As for backup point guard Jaylen Brantley, Tarp also joked a bit ("I hope he got all that Running Man stuff out of his system.") 

"But he is good, he is good. We continue to try and lean him up. I know he is light, but he's not the kind of guy we are going to put as ton of weight on. We just want to make sure he stays lean and quick and be able to do what he does to be successful."     

As for the other newcomers, Justin Jackson set Tarp's program record with a 9-inch hand measurement, while Thomas his standing vertical leap at 36 1/2 inches. As for the skinny combo guard Huerter, Tarp loves his ability to move and be coached.

"I expected his first workout to be "one of those days," but he picked up on stuff even like advanced movement drills very quickly. He is that kind of "natural athlete" and I think with his success on the basketball court and the baseball diamond, he is juts one of those pure athlete guys."

Tarp said Huerter will be a 'Jake Layman type," but not as tall. His weight is in the 190's, and they want him to 210-215 eventually.

As for new point guard Cowan, who doesn't back down from anyone, Tarp calls him "a little boulder. He will do whatever, just work his tail off."

Thomas, the 6-7 forward, "just has some freakish athletic skills," Tarp added of his new standing vertical record holder.

As for Jackson, Tarp said he is unusually long with a 7-2 wingspan and the hand measurement record. 

"He is a physical specimen. He's a little like Robert [Carter, Jr.], but a little shorter, lighter Robert at 220 when Robert was more like 240. But a better mover and ball-handler than Robert."

Last but not least, Tarp has been truly impressed by junior guard Melo Trimble's return from flirting with the NBA last month, and his attendant attitude.

"He has been great, because I expected him to maybe be a little dismayed about how it all went down," Tarp said. "But his goal is to get to the NBA, and that is our goal, we want to get him to where he wants to be. 

"And he is such a great kid and wants to be successful. But I wasn't sure how he would be, but he was awesome. He was excited, happy to be back with his teammates, happy to be done with the process, and he's been busting to go."

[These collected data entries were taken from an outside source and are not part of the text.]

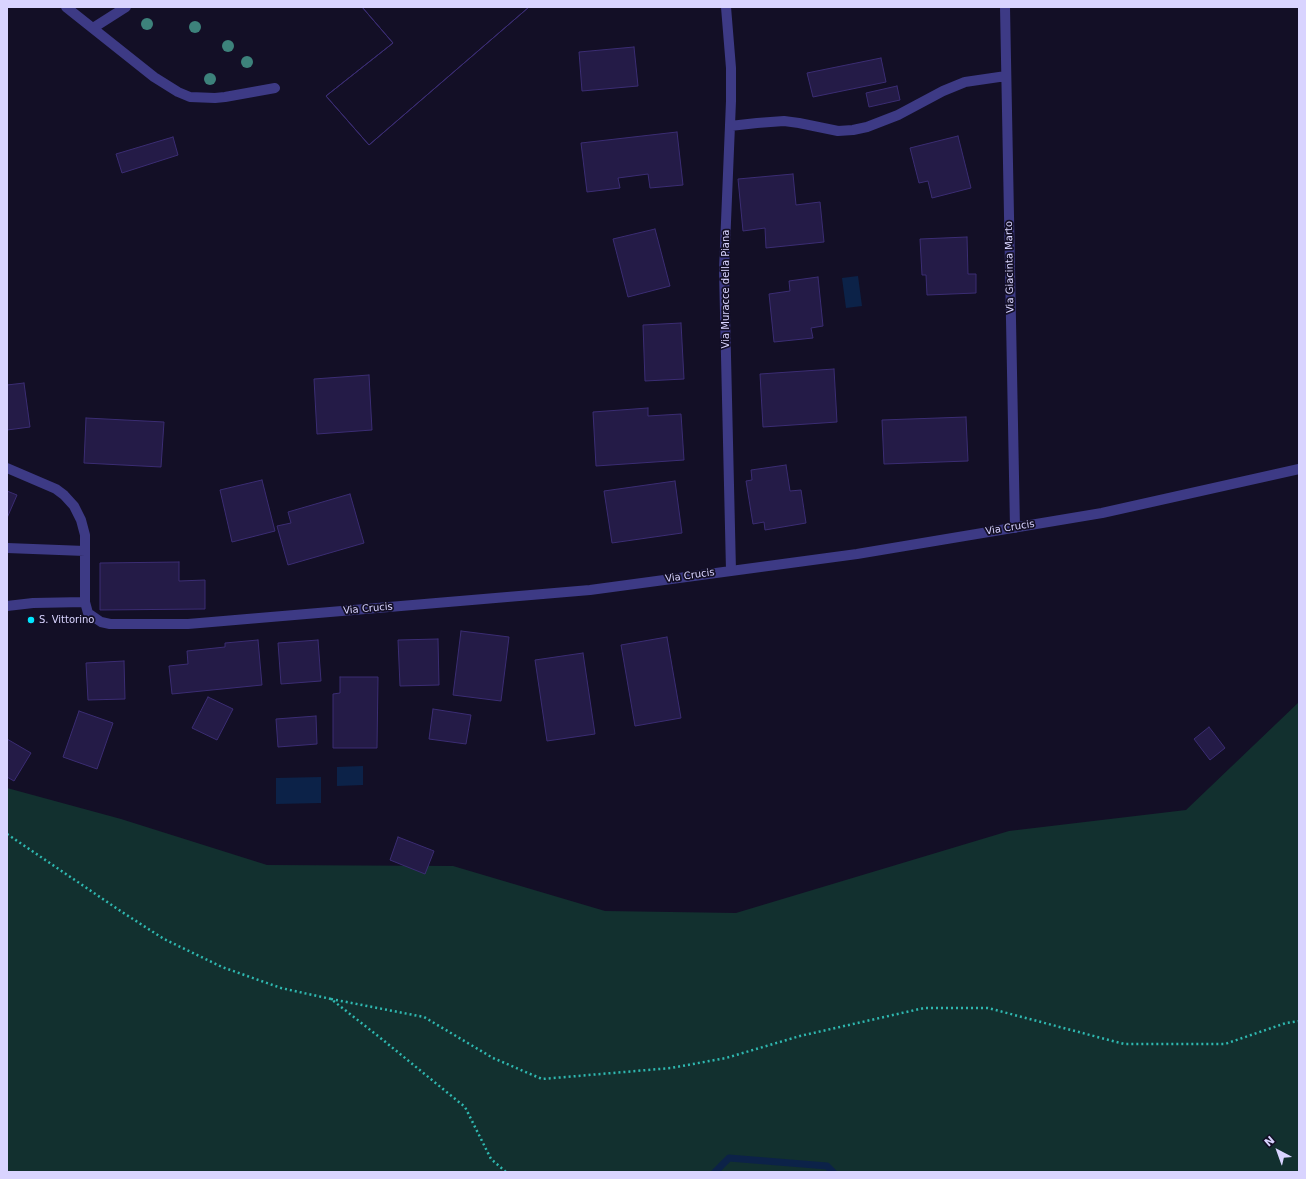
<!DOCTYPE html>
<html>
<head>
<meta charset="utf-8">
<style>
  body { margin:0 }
  #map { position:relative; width:1306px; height:1179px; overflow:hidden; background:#130f26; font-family:"DejaVu Sans",sans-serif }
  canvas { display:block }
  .frame { position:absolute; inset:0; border:8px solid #d9d4ff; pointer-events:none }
  .north { position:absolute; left:1258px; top:1131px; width:40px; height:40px; -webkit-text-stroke:3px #130f26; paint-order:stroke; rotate:319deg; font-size:11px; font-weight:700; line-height:16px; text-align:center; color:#d9d4ff }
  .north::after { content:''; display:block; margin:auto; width:14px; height:18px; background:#d9d4ff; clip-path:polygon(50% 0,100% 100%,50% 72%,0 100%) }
</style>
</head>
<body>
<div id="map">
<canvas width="1306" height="1179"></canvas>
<div class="frame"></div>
<div class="north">N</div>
</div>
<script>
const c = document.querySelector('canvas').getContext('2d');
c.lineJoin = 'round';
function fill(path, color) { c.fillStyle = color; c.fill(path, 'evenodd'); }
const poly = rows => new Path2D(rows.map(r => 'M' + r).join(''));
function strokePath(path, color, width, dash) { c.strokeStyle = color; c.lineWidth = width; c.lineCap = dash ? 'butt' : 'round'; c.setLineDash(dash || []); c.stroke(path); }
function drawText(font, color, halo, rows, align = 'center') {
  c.font = font + ' "DejaVu Sans",sans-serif'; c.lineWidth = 3.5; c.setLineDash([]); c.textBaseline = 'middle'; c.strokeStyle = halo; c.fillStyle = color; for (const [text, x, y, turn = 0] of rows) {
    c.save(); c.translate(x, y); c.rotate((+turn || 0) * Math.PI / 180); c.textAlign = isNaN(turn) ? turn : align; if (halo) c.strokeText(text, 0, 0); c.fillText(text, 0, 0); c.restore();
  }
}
const green = poly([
  [1299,702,1299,1172,7,1172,7,788,121,819,267,865,453,866,605,911,736,913,1009,831,1186,810]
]);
const water = poly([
  [858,276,862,306,846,308,842,278],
  [363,766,363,785,337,786,337,767],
  [321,777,321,803,276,804,276,778]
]);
const stream = poly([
  [715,1172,729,1158,827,1166,833,1172]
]);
const building = poly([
  [362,7,529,7,369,145,326,96,393,43,362,7],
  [362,7,529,7,369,145,326,96,393,43,362,7],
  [634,47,638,86,582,91,579,52,634,47],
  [881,58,886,82,813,97,807,73,881,58],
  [897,86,900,100,869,107,866,93,897,86],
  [677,132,683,185,650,188,648,174,618,178,620,188,587,192,581,143,677,132],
  [958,136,971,188,932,198,928,181,919,183,910,148,958,136],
  [173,137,178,155,122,173,116,154,173,137],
  [793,174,796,205,820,202,824,242,766,248,765,228,743,231,738,179,793,174],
  [655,229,670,286,628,297,613,239,655,229],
  [967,237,968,274,976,274,976,293,927,295,926,275,922,275,920,239,967,237],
  [818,277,823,326,811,328,813,338,774,342,769,294,790,291,789,281,818,277],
  [681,323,684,379,645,381,643,325,681,323],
  [834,369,837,422,763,427,760,374,834,369],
  [369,375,372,430,317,434,314,379,369,375],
  [24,383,30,427,7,430,7,385,24,383],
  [648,408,648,416,681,414,684,460,596,466,593,412,648,408],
  [966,417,968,461,884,464,882,420,966,417],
  [86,418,164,422,161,467,84,463,86,418],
  [786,465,790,491,801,490,806,523,765,530,764,522,753,524,746,481,752,480,751,470,786,465],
  [262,480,275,531,232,542,220,490,262,480],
  [675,481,682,533,612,543,604,491,675,481],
  [7,491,17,495,7,518,7,491],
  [350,494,364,543,288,565,277,526,291,523,288,512,350,494],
  [179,562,179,581,205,580,205,609,100,610,100,563,179,562],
  [461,631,509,637,501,701,453,695,461,631],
  [667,637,681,718,635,726,621,645,667,637],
  [438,639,439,685,400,686,398,640,438,639],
  [258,640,262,685,172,694,169,666,188,664,187,651,225,647,225,643,258,640],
  [318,640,321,681,281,684,278,643,318,640],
  [583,653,595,734,547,741,535,660,583,653],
  [124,661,125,699,88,700,86,663,124,661],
  [340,677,378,677,377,748,333,748,333,694,340,693,340,677],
  [208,697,233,709,217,740,192,728,208,697],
  [433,709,471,715,466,744,429,739,433,709],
  [79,711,113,723,97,769,63,757,79,711],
  [316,716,317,744,278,747,276,719,316,716],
  [1209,727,1225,748,1210,760,1194,739,1209,727],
  [7,739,31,753,14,781,7,777,7,739],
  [398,837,434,851,425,874,390,860,398,837]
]);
const path = poly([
  [7,834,122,912,164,939,222,967,281,988,331,999,383,1040,465,1107,491,1159,506,1172],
  [331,999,424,1017,493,1058,542,1079,671,1068,726,1058,800,1036,924,1008,988,1008,1124,1044,1225,1044,1286,1023,1299,1021]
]);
const service = poly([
  [66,7,154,77,178,92,190,97,215,98,225,97,275,88],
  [93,28,126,7]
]);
const minor = poly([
  [726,7,731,68,731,101,724,270,731,571],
  [1005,7,1015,528],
  [730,126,757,123,784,121,799,123,838,131,853,130,867,127,898,115,943,91,965,82,1006,76],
  [7,468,56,489,64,495,74,506,81,520,85,535,85,602,88,613,101,622,110,624,188,624,590,590,857,554,1102,513,1299,469],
  [7,548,85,551],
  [7,606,33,603,85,602]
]);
const trees = [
  [147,24],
  [195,27],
  [228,46],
  [247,62],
  [210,79]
];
const markers = [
  [31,620,4,"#00e5ff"]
];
const streetNames = [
  ["Via Giacinta Marto",1010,267,-91],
  ["Via Muracce della Piana",726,289,-90],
  ["Via Crucis",1010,528,-9],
  ["Via Crucis",690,576,-8],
  ["Via Crucis",368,609,-5]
];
const poiNames = [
  ["S. Vittorino",39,620]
];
fill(green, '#12302f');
fill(water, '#0c2248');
strokePath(stream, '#0c2248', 7);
fill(building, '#241b47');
strokePath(building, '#3b2d73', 1);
strokePath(path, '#2fb8b0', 2.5, [2, 3]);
strokePath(service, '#3d3a85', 10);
strokePath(minor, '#3d3a85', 10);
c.fillStyle = '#3d827b';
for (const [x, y] of trees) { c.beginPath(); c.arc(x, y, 6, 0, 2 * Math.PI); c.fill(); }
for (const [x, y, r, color] of markers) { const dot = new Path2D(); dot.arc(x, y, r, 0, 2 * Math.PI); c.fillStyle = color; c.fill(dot); strokePath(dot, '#130f26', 1.5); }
drawText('10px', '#d9d4ff', '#130f26', streetNames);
drawText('10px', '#d9d4ff', '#130f26', poiNames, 'left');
</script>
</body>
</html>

Tarp said they want to keep Trimble light for his explosive ability. He is about three pounds off his mark. Tarp also has Trimble in a coaching and leadership roles on the team now, even though he is "still not the most vocal kid in the world. But this summer he has really worked to step outside of his comfort zone and add that to his game. He knows that is necessary for a point guard to be able to communicate and get everyone on the same page," Tarp said.